**WHAT THE TASK REQUIRES:** Each line below should be written out exactly, with none skipped.
*** Opening of RECORD EXTRACTS ***
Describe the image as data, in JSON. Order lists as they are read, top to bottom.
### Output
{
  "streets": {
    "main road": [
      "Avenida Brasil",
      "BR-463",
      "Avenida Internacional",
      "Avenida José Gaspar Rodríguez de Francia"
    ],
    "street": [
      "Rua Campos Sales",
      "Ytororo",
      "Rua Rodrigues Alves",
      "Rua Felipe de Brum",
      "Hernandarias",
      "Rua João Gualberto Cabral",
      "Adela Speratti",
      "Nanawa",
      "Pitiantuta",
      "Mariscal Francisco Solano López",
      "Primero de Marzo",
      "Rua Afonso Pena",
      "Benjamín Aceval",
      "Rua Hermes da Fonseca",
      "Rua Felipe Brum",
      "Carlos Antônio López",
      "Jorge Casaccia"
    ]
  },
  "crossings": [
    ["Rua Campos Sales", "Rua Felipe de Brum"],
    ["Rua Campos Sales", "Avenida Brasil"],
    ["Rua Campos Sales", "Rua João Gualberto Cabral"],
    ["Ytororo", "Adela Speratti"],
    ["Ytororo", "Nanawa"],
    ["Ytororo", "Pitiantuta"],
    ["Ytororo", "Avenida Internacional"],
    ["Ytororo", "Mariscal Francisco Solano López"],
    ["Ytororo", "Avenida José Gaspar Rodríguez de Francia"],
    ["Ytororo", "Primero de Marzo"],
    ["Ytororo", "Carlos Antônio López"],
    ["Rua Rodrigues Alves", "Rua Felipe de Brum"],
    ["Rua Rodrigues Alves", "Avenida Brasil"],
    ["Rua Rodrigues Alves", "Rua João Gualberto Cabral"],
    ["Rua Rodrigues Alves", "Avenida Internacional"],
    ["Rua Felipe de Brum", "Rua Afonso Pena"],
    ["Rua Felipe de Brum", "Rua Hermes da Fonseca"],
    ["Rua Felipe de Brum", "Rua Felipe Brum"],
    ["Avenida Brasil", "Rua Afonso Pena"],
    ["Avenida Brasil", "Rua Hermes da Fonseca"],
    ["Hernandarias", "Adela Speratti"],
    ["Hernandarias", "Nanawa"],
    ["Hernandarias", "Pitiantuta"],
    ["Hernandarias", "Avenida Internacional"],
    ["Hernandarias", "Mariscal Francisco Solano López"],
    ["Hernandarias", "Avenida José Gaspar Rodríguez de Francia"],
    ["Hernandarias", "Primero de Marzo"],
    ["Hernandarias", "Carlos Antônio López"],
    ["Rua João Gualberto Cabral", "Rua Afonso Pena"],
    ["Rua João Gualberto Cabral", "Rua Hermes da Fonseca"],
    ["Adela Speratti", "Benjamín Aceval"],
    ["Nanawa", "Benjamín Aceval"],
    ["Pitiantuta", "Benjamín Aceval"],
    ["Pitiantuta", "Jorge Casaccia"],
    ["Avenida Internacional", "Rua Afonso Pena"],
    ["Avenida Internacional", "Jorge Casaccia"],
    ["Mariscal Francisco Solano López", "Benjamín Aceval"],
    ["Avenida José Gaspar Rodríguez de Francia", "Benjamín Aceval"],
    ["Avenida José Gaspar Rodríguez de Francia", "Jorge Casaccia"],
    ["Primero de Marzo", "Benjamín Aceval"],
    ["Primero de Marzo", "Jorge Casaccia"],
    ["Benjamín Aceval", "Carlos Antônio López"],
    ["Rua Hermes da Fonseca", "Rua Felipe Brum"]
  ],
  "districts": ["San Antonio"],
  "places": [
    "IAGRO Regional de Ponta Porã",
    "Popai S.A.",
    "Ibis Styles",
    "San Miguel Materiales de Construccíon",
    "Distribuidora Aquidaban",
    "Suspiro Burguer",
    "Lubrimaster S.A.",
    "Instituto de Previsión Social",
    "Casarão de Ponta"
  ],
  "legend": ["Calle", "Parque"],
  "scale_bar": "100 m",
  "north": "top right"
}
*** Close of RECORD EXTRACTS ***
**SOLUTION BELOW:**
Describe the image as data, in JSON. Order lists as they are read, top to bottom.
### Output
{
  "streets": {
    "main road": [
      "Avenida Brasil",
      "BR-463",
      "Avenida Internacional",
      "Avenida José Gaspar Rodríguez de Francia"
    ],
    "street": [
      "Rua Campos Sales",
      "Ytororo",
      "Rua Rodrigues Alves",
      "Rua Felipe de Brum",
      "Hernandarias",
      "Rua João Gualberto Cabral",
      "Adela Speratti",
      "Nanawa",
      "Pitiantuta",
      "Mariscal Francisco Solano López",
      "Primero de Marzo",
      "Rua Afonso Pena",
      "Benjamín Aceval",
      "Rua Hermes da Fonseca",
      "Rua Felipe Brum",
      "Carlos Antônio López",
      "Jorge Casaccia"
    ]
  },
  "crossings": [
    ["Rua Campos Sales", "Rua Felipe de Brum"],
    ["Rua Campos Sales", "Avenida Brasil"],
    ["Rua Campos Sales", "Rua João Gualberto Cabral"],
    ["Ytororo", "Adela Speratti"],
    ["Ytororo", "Nanawa"],
    ["Ytororo", "Pitiantuta"],
    ["Ytororo", "Avenida Internacional"],
    ["Ytororo", "Mariscal Francisco Solano López"],
    ["Ytororo", "Avenida José Gaspar Rodríguez de Francia"],
    ["Ytororo", "Primero de Marzo"],
    ["Ytororo", "Carlos Antônio López"],
    ["Rua Rodrigues Alves", "Rua Felipe de Brum"],
    ["Rua Rodrigues Alves", "Avenida Brasil"],
    ["Rua Rodrigues Alves", "Rua João Gualberto Cabral"],
    ["Rua Rodrigues Alves", "Avenida Internacional"],
    ["Rua Felipe de Brum", "Rua Afonso Pena"],
    ["Rua Felipe de Brum", "Rua Hermes da Fonseca"],
    ["Rua Felipe de Brum", "Rua Felipe Brum"],
    ["Avenida Brasil", "Rua Afonso Pena"],
    ["Avenida Brasil", "Rua Hermes da Fonseca"],
    ["Hernandarias", "Adela Speratti"],
    ["Hernandarias", "Nanawa"],
    ["Hernandarias", "Pitiantuta"],
    ["Hernandarias", "Avenida Internacional"],
    ["Hernandarias", "Mariscal Francisco Solano López"],
    ["Hernandarias", "Avenida José Gaspar Rodríguez de Francia"],
    ["Hernandarias", "Primero de Marzo"],
    ["Hernandarias", "Carlos Antônio López"],
    ["Rua João Gualberto Cabral", "Rua Afonso Pena"],
    ["Rua João Gualberto Cabral", "Rua Hermes da Fonseca"],
    ["Adela Speratti", "Benjamín Aceval"],
    ["Nanawa", "Benjamín Aceval"],
    ["Pitiantuta", "Benjamín Aceval"],
    ["Pitiantuta", "Jorge Casaccia"],
    ["Avenida Internacional", "Rua Afonso Pena"],
    ["Avenida Internacional", "Jorge Casaccia"],
    ["Mariscal Francisco Solano López", "Benjamín Aceval"],
    ["Avenida José Gaspar Rodríguez de Francia", "Benjamín Aceval"],
    ["Avenida José Gaspar Rodríguez de Francia", "Jorge Casaccia"],
    ["Primero de Marzo", "Benjamín Aceval"],
    ["Primero de Marzo", "Jorge Casaccia"],
    ["Benjamín Aceval", "Carlos Antônio López"],
    ["Rua Hermes da Fonseca", "Rua Felipe Brum"]
  ],
  "districts": ["San Antonio"],
  "places": [
    "IAGRO Regional de Ponta Porã",
    "Popai S.A.",
    "Ibis Styles",
    "San Miguel Materiales de Construccíon",
    "Distribuidora Aquidaban",
    "Suspiro Burguer",
    "Lubrimaster S.A.",
    "Instituto de Previsión Social",
    "Casarão de Ponta"
  ],
  "legend": ["Calle", "Parque"],
  "scale_bar": "100 m",
  "north": "top right"
}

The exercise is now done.